:: What the task requires ::
Report each line below that carries the word "Azopardo".

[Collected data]
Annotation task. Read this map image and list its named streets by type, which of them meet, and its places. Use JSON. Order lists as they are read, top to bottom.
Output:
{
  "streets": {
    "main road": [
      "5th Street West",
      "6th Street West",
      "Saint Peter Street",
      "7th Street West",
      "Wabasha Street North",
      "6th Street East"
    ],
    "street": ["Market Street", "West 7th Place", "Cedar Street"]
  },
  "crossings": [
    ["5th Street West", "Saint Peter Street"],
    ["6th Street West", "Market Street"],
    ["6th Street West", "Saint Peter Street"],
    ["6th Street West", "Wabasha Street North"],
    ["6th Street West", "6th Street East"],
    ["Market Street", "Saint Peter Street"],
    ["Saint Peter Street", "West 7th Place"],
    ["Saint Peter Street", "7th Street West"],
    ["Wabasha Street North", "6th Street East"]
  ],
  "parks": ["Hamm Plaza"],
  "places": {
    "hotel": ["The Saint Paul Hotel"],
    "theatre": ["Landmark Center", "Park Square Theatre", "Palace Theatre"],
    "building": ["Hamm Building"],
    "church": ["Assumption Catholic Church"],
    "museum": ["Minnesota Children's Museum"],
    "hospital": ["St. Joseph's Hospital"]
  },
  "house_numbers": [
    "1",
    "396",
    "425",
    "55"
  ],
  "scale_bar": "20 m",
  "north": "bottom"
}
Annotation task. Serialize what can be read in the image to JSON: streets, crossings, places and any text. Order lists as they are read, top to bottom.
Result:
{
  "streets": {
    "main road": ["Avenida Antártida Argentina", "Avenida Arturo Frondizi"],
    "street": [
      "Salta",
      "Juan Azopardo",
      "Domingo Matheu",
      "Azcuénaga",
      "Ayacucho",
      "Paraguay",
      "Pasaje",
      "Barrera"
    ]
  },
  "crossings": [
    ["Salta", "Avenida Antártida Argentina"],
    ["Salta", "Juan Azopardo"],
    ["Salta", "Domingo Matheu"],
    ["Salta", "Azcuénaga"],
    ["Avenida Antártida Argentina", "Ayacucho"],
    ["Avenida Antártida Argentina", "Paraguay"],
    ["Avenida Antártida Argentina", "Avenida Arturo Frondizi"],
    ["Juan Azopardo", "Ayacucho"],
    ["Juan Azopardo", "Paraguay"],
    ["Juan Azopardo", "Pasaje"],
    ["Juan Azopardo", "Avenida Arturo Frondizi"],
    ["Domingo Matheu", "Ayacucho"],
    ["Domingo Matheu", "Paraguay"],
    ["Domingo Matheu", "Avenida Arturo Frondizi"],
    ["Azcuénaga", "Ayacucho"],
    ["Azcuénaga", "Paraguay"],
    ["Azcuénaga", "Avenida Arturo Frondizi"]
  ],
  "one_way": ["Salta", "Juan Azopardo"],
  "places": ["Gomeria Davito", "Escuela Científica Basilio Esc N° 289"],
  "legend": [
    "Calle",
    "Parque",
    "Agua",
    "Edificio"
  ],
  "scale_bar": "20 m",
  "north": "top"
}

:: Exercise response ::
      "Juan Azopardo",
    ["Salta", "Juan Azopardo"],
    ["Juan Azopardo", "Ayacucho"],
    ["Juan Azopardo", "Paraguay"],
    ["Juan Azopardo", "Pasaje"],
    ["Juan Azopardo", "Avenida Arturo Frondizi"],
  "one_way": ["Salta", "Juan Azopardo"],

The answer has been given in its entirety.